*Instructions to follow*
The lines from the start of the data through the line containing "Input: one rendered map. Describe" are to be reproduced exactly, both ends included.
#####
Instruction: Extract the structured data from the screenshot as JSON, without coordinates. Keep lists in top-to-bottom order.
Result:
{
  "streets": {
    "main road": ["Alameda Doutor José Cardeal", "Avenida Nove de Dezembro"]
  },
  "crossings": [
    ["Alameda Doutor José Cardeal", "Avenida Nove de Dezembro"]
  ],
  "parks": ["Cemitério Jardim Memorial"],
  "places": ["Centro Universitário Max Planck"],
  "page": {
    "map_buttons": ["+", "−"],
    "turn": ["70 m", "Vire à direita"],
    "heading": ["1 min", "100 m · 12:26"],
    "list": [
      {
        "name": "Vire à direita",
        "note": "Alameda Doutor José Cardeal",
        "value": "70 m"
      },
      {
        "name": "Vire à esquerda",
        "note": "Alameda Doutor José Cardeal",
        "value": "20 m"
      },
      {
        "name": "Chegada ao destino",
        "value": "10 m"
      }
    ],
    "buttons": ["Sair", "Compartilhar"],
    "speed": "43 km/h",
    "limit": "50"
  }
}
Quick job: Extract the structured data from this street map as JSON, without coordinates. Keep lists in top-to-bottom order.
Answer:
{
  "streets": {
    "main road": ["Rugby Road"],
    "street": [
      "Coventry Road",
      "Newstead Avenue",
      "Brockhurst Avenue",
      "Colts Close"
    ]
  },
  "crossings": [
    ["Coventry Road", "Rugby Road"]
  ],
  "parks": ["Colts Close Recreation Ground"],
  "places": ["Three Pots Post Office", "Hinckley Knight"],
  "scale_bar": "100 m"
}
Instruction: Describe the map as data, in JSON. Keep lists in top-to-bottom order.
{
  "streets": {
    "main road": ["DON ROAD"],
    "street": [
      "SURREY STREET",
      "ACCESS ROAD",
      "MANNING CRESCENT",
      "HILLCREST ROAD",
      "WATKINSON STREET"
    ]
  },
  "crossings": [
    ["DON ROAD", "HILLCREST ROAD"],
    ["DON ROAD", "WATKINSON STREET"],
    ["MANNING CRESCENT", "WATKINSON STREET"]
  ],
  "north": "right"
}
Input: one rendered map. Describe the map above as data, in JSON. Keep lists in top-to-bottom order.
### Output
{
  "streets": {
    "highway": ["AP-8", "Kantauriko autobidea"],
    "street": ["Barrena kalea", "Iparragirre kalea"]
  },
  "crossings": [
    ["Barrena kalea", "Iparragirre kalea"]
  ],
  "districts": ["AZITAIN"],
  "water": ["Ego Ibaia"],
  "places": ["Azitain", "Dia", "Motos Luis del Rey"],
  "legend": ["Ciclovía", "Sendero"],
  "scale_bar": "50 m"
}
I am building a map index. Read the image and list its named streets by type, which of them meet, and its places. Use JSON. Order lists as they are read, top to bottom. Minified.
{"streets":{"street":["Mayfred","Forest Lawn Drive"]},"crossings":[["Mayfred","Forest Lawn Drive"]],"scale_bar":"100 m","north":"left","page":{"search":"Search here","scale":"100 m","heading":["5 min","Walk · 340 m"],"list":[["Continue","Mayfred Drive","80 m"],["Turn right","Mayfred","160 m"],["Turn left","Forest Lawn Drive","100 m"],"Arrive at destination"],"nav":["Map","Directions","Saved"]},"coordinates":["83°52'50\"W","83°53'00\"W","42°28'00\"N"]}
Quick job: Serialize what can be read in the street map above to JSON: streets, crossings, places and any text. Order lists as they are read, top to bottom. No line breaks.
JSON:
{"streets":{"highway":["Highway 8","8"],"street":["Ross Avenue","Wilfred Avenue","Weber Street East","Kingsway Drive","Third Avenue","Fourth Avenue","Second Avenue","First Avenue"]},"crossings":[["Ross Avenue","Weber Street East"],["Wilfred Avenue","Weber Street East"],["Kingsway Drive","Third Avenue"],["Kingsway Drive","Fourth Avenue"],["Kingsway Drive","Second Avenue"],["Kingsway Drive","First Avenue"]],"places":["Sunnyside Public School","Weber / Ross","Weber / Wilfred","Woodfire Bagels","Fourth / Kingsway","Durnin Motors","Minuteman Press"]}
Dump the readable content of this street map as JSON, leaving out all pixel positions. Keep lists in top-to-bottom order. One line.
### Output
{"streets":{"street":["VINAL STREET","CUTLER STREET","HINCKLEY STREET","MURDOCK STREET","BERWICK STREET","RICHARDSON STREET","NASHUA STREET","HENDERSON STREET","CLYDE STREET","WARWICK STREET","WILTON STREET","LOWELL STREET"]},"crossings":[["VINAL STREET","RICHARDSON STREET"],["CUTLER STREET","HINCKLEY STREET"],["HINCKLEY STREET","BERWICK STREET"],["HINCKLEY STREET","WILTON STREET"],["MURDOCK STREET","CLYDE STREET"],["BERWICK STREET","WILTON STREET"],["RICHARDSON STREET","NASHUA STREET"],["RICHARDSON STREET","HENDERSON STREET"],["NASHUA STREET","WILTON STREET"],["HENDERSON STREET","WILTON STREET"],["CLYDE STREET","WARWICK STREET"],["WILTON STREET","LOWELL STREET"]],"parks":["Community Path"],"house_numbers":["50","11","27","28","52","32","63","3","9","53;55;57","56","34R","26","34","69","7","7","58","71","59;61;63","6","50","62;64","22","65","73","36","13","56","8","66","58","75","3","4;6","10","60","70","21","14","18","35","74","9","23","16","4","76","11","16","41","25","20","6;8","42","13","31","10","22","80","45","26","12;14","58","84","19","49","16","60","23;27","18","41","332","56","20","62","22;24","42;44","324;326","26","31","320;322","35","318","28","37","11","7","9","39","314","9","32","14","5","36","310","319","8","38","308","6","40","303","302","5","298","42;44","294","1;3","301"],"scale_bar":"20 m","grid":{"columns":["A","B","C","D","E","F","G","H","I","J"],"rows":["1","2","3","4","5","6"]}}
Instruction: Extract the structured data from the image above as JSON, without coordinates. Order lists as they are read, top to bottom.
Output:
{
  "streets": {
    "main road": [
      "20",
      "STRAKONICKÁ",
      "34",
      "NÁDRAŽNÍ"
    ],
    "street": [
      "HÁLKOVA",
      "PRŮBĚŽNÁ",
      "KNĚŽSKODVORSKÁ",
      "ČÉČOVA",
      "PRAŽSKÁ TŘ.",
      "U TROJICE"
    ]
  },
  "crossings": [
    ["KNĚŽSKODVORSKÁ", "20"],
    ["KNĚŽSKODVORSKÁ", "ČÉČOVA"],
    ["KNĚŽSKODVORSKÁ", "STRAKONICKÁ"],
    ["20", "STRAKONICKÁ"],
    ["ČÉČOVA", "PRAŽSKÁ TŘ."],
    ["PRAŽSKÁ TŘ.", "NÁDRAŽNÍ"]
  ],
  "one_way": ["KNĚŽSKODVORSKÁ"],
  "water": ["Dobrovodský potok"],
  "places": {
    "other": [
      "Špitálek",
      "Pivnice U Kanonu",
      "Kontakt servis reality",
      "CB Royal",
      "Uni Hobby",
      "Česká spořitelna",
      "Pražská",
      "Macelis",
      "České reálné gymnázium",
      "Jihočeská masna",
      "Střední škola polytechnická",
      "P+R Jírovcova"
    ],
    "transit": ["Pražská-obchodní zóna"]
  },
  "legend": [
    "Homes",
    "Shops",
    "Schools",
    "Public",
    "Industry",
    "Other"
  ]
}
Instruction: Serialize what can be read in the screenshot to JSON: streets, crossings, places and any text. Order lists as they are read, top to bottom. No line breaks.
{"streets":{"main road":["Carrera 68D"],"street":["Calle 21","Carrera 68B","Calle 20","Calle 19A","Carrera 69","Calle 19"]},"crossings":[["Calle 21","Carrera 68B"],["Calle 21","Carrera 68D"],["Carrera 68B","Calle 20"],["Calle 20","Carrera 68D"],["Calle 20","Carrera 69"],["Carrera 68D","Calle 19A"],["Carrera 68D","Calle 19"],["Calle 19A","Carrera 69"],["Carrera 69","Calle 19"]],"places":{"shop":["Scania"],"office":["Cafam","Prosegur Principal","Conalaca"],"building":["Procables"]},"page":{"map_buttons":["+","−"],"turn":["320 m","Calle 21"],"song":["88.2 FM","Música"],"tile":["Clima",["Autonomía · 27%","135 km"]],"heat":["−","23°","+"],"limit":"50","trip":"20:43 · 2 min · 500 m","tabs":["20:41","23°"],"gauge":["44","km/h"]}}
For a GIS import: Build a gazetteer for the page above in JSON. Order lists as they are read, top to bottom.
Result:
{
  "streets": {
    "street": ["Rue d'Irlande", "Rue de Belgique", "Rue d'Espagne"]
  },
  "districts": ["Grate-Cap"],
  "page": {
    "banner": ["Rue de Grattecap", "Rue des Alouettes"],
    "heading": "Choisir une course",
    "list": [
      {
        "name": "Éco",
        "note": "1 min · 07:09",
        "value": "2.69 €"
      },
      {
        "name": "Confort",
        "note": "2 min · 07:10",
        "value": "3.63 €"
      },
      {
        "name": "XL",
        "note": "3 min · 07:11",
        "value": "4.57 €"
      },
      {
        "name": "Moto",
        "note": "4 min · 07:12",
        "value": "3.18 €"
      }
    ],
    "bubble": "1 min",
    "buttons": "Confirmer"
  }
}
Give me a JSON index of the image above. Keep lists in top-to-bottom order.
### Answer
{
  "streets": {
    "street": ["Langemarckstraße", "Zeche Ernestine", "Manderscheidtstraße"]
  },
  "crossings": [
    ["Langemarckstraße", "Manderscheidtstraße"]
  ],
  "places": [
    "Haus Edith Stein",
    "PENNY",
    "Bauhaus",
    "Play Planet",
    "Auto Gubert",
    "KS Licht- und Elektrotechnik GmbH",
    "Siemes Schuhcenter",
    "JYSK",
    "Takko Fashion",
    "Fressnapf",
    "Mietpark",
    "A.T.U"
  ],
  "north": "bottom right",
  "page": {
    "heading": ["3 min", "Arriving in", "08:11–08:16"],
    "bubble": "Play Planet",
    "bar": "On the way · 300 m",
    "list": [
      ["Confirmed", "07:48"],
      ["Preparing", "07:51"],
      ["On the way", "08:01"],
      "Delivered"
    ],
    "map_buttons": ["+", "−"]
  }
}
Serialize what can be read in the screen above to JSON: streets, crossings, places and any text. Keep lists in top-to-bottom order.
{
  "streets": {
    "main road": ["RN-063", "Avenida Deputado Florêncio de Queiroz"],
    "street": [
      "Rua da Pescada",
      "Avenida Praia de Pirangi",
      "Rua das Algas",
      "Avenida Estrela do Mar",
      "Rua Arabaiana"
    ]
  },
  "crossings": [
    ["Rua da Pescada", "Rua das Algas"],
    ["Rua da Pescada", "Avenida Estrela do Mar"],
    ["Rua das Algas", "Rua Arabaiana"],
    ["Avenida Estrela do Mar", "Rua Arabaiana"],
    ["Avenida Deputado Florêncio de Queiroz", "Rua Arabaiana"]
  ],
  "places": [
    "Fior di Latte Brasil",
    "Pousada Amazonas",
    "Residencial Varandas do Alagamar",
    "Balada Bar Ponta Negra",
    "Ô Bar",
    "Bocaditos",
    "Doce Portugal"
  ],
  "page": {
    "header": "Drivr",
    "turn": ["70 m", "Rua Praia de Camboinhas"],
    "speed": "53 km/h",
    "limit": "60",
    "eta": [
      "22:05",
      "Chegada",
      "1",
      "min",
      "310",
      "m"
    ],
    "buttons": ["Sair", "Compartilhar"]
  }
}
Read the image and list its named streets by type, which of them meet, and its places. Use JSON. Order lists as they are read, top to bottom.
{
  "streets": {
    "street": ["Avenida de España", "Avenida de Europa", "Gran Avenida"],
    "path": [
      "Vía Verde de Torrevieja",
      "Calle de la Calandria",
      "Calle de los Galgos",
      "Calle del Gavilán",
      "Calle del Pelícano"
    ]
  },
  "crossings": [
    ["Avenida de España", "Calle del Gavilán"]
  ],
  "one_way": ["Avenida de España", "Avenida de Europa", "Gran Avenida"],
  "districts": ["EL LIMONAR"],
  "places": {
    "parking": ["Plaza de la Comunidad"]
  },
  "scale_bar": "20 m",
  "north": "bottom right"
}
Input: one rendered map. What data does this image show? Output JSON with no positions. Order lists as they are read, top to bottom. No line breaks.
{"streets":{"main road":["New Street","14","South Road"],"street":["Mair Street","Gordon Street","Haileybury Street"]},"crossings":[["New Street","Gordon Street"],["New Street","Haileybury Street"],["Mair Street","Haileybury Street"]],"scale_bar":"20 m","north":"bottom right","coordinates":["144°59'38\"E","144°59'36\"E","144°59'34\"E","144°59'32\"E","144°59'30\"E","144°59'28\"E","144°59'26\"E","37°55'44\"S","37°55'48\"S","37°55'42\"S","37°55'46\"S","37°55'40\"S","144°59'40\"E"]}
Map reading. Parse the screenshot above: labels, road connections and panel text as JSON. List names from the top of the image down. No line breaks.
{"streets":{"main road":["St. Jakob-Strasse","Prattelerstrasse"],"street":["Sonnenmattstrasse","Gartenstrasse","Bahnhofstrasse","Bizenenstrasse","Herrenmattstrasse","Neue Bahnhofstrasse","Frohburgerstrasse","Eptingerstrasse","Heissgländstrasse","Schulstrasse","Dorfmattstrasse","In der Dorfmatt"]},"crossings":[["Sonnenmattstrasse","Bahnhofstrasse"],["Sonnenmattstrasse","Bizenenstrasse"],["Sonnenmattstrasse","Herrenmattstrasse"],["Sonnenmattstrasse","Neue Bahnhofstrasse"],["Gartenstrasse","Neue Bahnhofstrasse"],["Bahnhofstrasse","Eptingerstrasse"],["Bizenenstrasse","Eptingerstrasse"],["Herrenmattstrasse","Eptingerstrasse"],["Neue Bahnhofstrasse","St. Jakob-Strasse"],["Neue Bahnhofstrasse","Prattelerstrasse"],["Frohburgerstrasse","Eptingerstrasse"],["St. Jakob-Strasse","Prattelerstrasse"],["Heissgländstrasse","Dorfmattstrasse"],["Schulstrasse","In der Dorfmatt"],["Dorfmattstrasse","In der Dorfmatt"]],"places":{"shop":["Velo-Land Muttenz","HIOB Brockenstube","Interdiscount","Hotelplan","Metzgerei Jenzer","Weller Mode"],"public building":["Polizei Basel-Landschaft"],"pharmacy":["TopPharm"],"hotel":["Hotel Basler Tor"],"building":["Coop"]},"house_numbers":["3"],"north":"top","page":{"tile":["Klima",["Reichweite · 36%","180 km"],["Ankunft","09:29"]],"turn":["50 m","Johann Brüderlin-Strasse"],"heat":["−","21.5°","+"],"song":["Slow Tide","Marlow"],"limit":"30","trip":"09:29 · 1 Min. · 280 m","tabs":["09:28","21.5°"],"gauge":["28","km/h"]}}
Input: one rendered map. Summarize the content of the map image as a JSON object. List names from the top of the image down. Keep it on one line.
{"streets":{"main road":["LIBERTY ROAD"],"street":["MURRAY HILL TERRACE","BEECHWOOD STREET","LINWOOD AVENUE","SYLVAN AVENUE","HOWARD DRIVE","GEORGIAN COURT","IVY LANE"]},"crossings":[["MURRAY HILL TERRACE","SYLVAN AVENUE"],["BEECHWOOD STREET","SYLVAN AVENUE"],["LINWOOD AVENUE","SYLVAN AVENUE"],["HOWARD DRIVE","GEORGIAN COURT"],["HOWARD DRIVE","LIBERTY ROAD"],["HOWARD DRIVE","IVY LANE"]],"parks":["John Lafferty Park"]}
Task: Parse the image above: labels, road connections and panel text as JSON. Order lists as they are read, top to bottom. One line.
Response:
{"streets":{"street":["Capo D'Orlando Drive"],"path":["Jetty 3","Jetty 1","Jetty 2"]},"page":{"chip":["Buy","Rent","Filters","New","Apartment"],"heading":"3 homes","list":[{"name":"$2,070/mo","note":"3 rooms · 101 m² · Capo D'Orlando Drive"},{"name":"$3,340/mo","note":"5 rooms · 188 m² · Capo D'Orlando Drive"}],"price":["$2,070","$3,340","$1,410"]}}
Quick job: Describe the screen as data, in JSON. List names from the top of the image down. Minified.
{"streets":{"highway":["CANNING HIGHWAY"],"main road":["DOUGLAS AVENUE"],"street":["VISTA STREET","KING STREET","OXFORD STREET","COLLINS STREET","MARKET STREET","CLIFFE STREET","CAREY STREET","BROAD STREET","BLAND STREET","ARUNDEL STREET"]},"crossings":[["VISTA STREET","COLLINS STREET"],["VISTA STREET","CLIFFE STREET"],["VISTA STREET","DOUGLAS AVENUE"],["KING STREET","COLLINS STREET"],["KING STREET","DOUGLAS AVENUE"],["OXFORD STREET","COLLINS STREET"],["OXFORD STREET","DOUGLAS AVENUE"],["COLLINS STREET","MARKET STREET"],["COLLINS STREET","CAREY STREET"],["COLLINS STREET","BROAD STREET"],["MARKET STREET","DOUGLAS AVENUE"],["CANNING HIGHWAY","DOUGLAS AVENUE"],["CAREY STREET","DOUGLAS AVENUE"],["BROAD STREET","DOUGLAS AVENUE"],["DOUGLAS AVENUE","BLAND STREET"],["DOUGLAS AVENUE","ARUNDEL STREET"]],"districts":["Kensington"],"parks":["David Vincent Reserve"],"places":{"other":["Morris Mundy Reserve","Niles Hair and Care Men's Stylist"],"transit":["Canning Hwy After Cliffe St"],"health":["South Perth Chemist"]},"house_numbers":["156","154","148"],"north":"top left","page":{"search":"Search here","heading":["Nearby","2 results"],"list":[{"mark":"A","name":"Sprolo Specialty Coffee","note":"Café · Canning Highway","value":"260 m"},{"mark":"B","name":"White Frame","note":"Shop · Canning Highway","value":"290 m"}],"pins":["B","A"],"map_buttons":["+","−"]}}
#####
*Response*
Instruction: Extract the structured data from the screenshot as JSON, without coordinates. Keep lists in top-to-bottom order.
Result:
{
  "streets": {
    "main road": ["Alameda Doutor José Cardeal", "Avenida Nove de Dezembro"]
  },
  "crossings": [
    ["Alameda Doutor José Cardeal", "Avenida Nove de Dezembro"]
  ],
  "parks": ["Cemitério Jardim Memorial"],
  "places": ["Centro Universitário Max Planck"],
  "page": {
    "map_buttons": ["+", "−"],
    "turn": ["70 m", "Vire à direita"],
    "heading": ["1 min", "100 m · 12:26"],
    "list": [
      {
        "name": "Vire à direita",
        "note": "Alameda Doutor José Cardeal",
        "value": "70 m"
      },
      {
        "name": "Vire à esquerda",
        "note": "Alameda Doutor José Cardeal",
        "value": "20 m"
      },
      {
        "name": "Chegada ao destino",
        "value": "10 m"
      }
    ],
    "buttons": ["Sair", "Compartilhar"],
    "speed": "43 km/h",
    "limit": "50"
  }
}
Quick job: Extract the structured data from this street map as JSON, without coordinates. Keep lists in top-to-bottom order.
Answer:
{
  "streets": {
    "main road": ["Rugby Road"],
    "street": [
      "Coventry Road",
      "Newstead Avenue",
      "Brockhurst Avenue",
      "Colts Close"
    ]
  },
  "crossings": [
    ["Coventry Road", "Rugby Road"]
  ],
  "parks": ["Colts Close Recreation Ground"],
  "places": ["Three Pots Post Office", "Hinckley Knight"],
  "scale_bar": "100 m"
}
Instruction: Describe the map as data, in JSON. Keep lists in top-to-bottom order.
{
  "streets": {
    "main road": ["DON ROAD"],
    "street": [
      "SURREY STREET",
      "ACCESS ROAD",
      "MANNING CRESCENT",
      "HILLCREST ROAD",
      "WATKINSON STREET"
    ]
  },
  "crossings": [
    ["DON ROAD", "HILLCREST ROAD"],
    ["DON ROAD", "WATKINSON STREET"],
    ["MANNING CRESCENT", "WATKINSON STREET"]
  ],
  "north": "right"
}
Input: one rendered map. Describe the map above as data, in JSON. Keep lists in top-to-bottom order.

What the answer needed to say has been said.